Article

Human resources for research in Portugal and Spain

Laura Cruz Castro e Luis Sanz Menéndez, CSIC Institute of Public Goods and Policies, Madrid, Spain; Tiago Santos Pereira, Centre for Social Studies (CES) of the University of Coimbra, Portugal; Cláudia Sarrico, School of Economics and Management, University of Minho and Centre for Research in Higher Education Policies, Portugal;

Research is essential for economic growth and welfare, but resources for R&D in Portugal and Spain are behind those in the Europe of the Twenty-Seven (EU-27). Through an analysis of employment and working conditions of researchers in science and technology, it highlights the problems of low employment in the business sector and the limited attractiveness of research careers.
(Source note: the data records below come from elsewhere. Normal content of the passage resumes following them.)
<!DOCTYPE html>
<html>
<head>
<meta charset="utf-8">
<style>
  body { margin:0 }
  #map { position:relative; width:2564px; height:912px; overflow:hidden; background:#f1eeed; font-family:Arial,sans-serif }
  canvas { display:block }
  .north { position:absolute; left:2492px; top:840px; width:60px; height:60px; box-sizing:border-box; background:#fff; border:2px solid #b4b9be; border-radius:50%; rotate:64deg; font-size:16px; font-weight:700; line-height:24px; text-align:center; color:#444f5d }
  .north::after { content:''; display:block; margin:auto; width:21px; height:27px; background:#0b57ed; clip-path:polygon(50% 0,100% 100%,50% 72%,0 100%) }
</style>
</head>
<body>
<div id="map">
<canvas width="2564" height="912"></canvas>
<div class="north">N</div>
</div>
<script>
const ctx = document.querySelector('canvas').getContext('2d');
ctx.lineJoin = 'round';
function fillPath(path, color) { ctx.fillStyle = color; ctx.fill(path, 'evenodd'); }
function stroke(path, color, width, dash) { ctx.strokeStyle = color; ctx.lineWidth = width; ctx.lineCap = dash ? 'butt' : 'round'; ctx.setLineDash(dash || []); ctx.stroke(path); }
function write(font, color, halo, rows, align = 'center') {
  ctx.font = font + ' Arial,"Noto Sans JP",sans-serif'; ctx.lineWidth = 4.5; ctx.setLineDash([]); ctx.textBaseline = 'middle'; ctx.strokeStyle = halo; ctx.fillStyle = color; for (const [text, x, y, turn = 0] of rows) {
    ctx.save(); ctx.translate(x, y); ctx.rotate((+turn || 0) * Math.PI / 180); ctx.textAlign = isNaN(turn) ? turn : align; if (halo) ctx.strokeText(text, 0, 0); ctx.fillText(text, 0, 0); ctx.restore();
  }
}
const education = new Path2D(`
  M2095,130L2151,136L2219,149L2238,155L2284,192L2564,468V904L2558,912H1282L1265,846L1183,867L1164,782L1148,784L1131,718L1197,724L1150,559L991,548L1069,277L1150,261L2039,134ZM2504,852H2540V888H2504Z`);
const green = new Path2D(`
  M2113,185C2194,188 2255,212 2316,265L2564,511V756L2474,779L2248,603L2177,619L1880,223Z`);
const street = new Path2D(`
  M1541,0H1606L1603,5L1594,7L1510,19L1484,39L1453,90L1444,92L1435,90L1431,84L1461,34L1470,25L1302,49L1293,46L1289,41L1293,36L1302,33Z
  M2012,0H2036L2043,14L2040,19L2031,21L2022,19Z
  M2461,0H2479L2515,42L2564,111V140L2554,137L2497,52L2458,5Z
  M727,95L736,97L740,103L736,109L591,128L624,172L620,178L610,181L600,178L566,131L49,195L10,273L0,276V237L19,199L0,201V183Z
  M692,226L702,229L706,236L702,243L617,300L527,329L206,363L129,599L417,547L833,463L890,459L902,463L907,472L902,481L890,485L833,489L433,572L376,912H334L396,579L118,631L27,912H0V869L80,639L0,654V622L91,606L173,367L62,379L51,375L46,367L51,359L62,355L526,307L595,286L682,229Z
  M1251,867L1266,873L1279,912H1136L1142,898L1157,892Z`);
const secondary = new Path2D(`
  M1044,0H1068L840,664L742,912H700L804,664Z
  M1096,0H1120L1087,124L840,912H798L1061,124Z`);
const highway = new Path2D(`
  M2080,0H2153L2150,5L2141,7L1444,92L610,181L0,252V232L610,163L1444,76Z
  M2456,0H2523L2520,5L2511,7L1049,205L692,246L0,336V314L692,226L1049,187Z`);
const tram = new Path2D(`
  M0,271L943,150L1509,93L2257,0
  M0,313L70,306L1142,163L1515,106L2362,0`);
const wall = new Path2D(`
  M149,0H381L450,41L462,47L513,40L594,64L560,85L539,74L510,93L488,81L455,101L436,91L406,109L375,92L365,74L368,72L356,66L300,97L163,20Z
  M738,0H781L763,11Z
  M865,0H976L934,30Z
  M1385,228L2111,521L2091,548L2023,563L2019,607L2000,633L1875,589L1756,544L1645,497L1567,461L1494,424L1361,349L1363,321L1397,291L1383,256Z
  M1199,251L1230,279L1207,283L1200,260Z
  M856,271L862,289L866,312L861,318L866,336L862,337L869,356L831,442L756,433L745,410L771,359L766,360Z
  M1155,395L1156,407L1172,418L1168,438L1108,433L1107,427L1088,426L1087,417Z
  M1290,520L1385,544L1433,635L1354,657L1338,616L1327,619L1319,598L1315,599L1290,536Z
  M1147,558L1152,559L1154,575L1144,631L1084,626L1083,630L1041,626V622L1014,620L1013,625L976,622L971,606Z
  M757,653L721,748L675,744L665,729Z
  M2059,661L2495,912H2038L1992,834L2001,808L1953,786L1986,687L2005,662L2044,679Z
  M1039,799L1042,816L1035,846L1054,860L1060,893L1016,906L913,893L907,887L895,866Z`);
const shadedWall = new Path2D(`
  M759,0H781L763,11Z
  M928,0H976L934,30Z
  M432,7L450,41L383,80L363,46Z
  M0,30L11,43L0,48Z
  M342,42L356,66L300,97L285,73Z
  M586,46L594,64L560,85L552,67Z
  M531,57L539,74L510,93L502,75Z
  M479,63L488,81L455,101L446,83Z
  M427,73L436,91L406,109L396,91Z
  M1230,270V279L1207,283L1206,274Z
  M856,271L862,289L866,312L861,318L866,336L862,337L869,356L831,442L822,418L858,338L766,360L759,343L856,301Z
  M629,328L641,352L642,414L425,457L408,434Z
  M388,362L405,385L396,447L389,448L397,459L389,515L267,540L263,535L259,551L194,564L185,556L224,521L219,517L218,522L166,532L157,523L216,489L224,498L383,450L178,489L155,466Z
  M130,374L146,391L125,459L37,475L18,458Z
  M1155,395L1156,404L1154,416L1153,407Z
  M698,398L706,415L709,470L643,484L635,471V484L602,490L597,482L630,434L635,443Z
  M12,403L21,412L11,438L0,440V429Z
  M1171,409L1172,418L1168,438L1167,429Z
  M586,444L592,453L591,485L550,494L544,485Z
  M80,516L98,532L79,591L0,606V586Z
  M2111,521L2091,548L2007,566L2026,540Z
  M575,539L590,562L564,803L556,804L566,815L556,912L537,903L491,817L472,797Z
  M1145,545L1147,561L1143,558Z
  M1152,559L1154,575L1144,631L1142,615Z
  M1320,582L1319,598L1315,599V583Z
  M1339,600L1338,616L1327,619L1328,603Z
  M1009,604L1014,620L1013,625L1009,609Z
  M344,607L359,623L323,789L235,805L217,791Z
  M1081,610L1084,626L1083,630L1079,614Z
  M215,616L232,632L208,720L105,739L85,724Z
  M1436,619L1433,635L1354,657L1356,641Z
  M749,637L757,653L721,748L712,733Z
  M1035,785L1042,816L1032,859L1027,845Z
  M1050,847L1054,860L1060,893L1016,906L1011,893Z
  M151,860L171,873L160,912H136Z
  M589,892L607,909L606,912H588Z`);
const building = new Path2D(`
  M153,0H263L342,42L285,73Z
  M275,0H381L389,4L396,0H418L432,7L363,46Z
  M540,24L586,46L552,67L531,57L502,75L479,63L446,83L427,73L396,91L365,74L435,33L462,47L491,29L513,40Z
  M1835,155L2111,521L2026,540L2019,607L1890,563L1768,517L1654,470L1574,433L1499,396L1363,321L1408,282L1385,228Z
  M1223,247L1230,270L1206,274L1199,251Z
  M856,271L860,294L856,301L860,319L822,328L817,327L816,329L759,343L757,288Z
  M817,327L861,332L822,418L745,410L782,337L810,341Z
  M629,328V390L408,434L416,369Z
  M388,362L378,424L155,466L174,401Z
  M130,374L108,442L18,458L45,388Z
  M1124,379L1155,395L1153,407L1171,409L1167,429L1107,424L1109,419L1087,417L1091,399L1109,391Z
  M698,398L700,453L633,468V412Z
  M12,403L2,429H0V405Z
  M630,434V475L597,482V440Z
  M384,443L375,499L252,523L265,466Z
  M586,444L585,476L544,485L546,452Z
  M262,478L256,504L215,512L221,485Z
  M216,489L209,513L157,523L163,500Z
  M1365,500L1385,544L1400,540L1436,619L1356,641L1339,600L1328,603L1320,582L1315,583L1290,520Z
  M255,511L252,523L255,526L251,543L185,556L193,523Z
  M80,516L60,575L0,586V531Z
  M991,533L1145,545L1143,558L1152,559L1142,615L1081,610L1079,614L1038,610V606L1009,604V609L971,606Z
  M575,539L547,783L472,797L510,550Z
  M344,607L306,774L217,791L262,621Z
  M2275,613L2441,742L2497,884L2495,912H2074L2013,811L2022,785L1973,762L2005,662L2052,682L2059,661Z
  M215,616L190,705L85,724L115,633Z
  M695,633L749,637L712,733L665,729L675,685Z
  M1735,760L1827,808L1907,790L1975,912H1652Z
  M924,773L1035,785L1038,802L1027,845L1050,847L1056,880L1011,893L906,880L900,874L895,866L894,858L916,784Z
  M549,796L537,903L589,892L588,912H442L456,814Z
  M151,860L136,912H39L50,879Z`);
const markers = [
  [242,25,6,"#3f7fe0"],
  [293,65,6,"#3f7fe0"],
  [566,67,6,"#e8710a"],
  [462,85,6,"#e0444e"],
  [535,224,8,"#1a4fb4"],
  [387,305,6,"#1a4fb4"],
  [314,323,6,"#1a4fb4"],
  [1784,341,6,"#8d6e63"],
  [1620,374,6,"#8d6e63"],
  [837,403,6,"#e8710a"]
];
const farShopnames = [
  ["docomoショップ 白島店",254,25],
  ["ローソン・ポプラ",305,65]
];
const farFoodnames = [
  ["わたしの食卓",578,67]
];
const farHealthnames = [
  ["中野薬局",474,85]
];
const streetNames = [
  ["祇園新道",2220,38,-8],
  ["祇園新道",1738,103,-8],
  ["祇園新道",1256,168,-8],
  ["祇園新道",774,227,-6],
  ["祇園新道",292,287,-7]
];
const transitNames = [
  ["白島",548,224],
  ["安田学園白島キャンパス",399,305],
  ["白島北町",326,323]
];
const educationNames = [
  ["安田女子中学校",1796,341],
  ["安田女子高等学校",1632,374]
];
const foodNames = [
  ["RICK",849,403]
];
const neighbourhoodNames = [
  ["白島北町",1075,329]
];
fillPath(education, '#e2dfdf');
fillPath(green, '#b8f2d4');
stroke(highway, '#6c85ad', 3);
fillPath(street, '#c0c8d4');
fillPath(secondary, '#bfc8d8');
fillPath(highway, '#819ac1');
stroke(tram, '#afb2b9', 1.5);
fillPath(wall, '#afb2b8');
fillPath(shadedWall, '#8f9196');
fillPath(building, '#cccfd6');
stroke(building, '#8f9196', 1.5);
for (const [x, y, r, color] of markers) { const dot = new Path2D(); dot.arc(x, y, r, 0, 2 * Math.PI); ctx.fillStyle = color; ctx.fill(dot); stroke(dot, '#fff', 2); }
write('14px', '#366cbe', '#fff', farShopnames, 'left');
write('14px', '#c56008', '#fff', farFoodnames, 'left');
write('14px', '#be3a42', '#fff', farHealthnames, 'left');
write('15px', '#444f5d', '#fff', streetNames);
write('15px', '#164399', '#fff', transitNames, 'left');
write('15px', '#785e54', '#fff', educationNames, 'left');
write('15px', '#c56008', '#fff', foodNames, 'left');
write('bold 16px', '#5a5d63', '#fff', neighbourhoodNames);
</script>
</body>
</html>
A look at the number of college graduates and doctorate holders reveals a more optimistic picture. However, if highly educated workers are not integrated into the labour market, brain drain from these countries will continue.
Key points
  • 1
       In 2019, spending on R&D (as a percentage of GDP) was 64% (Portugal) and 57% (Spain) of the average EU-27 level.
  • 2
       Portugal has more researchers per thousand workers (9.6) than the EU-27 average (8.7), while Spain has fewer (6.3).
  • 3
       Since 2008, Portugal and Spain’s R&D spending as a proportion of total EU-27 R&D spending has decreased, and levels of gross domestic expenditure on R&D (GERD) have not returned to pre-crisis levels.
  • 4
       While in the EU-27 on average 55% of all researchers are employed in business, in Portugal and Spain only 38% are employed in this sector.
  • 5
       Both countries experience a structural gap in employment in knowledge-intensive activities (KIA), especially in high-tech manufacturing.
  • 6
       The EU Recovery Plan is an opportunity for increasing the demand for highly qualified workers in Portugal and Spain. If such demand is not created, Portugal and Spain will consolidate their position as exporters of talent.